### [Task goal]
Scan the listing for "position" and copy out each line that has it.

### [Listed entries]
-------------------------

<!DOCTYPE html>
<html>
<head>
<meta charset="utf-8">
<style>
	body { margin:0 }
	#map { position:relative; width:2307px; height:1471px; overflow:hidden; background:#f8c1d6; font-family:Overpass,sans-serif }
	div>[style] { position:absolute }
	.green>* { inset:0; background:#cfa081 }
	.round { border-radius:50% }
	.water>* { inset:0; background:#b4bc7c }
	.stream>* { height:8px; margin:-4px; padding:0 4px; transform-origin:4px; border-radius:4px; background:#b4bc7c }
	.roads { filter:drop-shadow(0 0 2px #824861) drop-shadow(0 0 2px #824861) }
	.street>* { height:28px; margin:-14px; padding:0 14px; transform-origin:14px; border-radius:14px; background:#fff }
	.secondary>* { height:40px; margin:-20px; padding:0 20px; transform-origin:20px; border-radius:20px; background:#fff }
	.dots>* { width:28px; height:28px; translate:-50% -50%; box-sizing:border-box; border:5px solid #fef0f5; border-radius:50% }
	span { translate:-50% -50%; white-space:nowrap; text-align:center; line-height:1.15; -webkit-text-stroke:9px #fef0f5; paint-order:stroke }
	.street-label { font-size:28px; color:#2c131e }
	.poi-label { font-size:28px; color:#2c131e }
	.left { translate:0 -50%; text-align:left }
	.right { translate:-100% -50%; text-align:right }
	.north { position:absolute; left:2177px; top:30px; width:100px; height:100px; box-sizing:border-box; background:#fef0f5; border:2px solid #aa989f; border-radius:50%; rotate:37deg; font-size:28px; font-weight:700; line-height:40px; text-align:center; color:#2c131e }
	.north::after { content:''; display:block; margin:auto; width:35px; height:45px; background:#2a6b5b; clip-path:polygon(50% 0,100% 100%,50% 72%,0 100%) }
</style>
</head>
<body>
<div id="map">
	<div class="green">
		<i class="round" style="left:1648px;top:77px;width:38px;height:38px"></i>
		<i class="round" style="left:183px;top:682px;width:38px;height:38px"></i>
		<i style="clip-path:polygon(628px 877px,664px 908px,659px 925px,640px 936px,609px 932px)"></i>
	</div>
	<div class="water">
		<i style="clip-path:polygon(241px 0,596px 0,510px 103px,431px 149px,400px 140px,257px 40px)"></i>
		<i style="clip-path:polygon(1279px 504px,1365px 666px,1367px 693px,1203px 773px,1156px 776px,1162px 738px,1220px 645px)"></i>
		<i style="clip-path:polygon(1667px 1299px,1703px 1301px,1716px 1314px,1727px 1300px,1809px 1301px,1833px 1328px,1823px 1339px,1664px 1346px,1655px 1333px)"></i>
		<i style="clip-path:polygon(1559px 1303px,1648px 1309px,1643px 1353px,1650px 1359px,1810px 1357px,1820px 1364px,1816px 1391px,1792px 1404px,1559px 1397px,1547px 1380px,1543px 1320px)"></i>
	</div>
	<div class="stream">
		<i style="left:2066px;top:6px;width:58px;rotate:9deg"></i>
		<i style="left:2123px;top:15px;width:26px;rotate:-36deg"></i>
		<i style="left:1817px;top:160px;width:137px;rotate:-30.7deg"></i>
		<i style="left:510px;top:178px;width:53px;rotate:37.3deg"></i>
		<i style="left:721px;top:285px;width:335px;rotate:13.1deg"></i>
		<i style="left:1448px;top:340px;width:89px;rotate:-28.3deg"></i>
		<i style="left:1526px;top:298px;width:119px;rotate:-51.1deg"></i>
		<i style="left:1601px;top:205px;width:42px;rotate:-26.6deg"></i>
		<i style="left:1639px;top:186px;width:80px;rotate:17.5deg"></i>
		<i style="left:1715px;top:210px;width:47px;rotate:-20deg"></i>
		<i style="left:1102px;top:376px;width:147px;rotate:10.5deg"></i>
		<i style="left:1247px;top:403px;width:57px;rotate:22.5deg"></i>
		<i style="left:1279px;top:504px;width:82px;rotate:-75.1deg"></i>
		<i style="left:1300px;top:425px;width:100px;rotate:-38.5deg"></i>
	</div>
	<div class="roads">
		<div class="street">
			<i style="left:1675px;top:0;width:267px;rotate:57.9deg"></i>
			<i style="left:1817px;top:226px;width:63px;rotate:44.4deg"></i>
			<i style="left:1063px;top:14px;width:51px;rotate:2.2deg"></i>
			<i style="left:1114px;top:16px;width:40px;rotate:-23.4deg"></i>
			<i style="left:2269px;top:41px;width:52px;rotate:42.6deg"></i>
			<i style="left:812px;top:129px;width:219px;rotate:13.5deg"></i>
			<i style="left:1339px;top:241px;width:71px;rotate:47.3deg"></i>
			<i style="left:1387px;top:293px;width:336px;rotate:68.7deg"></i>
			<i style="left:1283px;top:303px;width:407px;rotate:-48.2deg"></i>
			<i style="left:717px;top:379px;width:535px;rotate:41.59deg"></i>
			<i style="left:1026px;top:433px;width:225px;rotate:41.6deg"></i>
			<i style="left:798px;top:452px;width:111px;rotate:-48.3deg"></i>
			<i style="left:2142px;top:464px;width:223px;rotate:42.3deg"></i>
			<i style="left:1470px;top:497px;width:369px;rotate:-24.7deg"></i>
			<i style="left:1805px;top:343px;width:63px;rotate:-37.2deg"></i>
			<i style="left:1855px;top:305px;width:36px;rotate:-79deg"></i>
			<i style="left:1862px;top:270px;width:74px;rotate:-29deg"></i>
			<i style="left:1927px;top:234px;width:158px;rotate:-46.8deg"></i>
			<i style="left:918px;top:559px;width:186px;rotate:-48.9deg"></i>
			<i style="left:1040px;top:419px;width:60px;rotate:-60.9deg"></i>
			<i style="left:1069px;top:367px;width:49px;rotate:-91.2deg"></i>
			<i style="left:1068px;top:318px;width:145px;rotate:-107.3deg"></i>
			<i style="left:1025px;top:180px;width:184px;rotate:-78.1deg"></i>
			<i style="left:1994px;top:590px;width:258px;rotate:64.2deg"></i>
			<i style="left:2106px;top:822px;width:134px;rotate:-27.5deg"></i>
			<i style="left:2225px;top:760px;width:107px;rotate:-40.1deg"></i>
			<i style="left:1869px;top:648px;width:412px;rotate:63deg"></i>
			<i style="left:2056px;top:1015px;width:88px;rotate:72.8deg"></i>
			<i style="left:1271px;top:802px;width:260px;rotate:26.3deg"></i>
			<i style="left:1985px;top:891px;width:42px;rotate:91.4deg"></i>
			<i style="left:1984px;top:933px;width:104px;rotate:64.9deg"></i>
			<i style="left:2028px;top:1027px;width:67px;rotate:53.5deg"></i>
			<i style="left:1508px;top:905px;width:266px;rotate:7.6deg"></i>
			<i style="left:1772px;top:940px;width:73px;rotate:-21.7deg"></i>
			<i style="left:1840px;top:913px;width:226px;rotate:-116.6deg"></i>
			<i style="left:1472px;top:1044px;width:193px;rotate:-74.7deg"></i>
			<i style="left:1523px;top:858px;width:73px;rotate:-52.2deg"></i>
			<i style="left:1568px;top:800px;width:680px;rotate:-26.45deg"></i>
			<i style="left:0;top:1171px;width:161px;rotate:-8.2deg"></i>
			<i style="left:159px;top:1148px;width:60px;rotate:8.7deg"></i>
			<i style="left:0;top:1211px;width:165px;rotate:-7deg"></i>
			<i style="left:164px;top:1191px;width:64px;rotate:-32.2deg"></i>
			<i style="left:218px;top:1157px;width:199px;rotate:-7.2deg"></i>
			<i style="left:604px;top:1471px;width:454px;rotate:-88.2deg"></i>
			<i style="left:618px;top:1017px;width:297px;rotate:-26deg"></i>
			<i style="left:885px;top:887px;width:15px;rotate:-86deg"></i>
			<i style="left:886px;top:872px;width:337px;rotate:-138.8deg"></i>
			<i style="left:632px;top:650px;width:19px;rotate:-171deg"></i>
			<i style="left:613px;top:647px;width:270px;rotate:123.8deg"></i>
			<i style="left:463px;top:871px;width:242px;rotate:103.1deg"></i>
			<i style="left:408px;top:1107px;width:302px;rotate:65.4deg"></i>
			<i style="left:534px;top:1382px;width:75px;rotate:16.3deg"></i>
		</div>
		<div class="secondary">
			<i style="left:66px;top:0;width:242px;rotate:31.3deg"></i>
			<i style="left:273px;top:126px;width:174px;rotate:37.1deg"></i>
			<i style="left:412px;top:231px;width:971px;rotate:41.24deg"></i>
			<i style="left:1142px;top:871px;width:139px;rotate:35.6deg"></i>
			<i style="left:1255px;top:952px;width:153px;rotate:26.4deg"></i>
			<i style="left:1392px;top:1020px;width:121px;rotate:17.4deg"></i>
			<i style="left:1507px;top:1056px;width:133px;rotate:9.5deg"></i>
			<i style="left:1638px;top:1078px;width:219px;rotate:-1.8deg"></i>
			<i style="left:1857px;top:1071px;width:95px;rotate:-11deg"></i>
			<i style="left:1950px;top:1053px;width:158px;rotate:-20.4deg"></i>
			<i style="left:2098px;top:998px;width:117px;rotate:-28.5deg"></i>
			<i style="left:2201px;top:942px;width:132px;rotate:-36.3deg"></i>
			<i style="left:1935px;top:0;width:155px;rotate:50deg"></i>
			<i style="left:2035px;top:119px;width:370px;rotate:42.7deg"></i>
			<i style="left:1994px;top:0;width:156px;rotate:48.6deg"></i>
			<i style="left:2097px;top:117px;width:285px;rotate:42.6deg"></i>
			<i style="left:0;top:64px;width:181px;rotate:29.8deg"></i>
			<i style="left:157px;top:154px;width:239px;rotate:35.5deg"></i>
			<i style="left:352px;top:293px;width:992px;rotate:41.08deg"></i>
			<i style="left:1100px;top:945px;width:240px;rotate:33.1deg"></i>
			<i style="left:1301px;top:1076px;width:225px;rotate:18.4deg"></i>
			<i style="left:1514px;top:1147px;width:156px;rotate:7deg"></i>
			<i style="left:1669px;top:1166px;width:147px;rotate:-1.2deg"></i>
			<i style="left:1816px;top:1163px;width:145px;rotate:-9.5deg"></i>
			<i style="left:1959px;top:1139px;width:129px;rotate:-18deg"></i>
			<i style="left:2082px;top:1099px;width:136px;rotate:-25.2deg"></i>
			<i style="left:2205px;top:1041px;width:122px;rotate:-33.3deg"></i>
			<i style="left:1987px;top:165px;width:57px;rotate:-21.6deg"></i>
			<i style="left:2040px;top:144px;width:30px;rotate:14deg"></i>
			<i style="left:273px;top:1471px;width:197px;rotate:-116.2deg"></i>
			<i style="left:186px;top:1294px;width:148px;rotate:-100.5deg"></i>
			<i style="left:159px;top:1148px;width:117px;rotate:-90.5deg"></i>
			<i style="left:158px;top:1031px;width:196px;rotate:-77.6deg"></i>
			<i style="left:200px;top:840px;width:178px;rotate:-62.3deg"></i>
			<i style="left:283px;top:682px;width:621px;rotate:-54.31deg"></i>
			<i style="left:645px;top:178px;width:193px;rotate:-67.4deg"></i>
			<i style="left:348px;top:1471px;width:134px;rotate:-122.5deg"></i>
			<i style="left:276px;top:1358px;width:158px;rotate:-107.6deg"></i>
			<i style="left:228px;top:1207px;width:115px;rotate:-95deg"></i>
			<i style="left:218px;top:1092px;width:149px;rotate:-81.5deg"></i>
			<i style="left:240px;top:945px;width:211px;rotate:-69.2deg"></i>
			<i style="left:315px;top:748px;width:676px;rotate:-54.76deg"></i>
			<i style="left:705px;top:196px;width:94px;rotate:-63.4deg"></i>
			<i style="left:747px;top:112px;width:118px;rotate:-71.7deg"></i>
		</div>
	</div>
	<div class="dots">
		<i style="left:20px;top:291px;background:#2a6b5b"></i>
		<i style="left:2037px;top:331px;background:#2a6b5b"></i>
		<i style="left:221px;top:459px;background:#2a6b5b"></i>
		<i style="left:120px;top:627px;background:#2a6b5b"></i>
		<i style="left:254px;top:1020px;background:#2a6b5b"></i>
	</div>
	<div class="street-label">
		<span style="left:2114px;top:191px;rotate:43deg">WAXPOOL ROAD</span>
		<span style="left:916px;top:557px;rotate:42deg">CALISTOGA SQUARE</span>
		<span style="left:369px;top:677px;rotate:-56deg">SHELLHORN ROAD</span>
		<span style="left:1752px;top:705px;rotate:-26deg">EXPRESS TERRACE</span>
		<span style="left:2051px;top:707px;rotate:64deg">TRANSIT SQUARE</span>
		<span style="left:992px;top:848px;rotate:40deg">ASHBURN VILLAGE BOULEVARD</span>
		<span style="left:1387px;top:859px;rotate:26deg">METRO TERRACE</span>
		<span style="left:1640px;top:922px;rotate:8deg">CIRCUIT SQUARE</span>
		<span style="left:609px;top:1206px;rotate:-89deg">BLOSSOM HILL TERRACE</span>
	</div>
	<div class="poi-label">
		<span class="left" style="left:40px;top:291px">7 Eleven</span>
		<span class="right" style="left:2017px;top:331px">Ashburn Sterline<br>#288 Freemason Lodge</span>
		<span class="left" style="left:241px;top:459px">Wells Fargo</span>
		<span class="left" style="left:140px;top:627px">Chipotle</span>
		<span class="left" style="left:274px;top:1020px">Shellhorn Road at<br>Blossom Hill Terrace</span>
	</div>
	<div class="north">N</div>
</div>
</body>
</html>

-------------------------

### [Task answer]
	#map { position:relative; width:2307px; height:1471px; overflow:hidden; background:#f8c1d6; font-family:Overpass,sans-serif }
	div>[style] { position:absolute }
	.north { position:absolute; left:2177px; top:30px; width:100px; height:100px; box-sizing:border-box; background:#fef0f5; border:2px solid #aa989f; border-radius:50%; rotate:37deg; font-size:28px; font-weight:700; line-height:40px; text-align:center; color:#2c131e }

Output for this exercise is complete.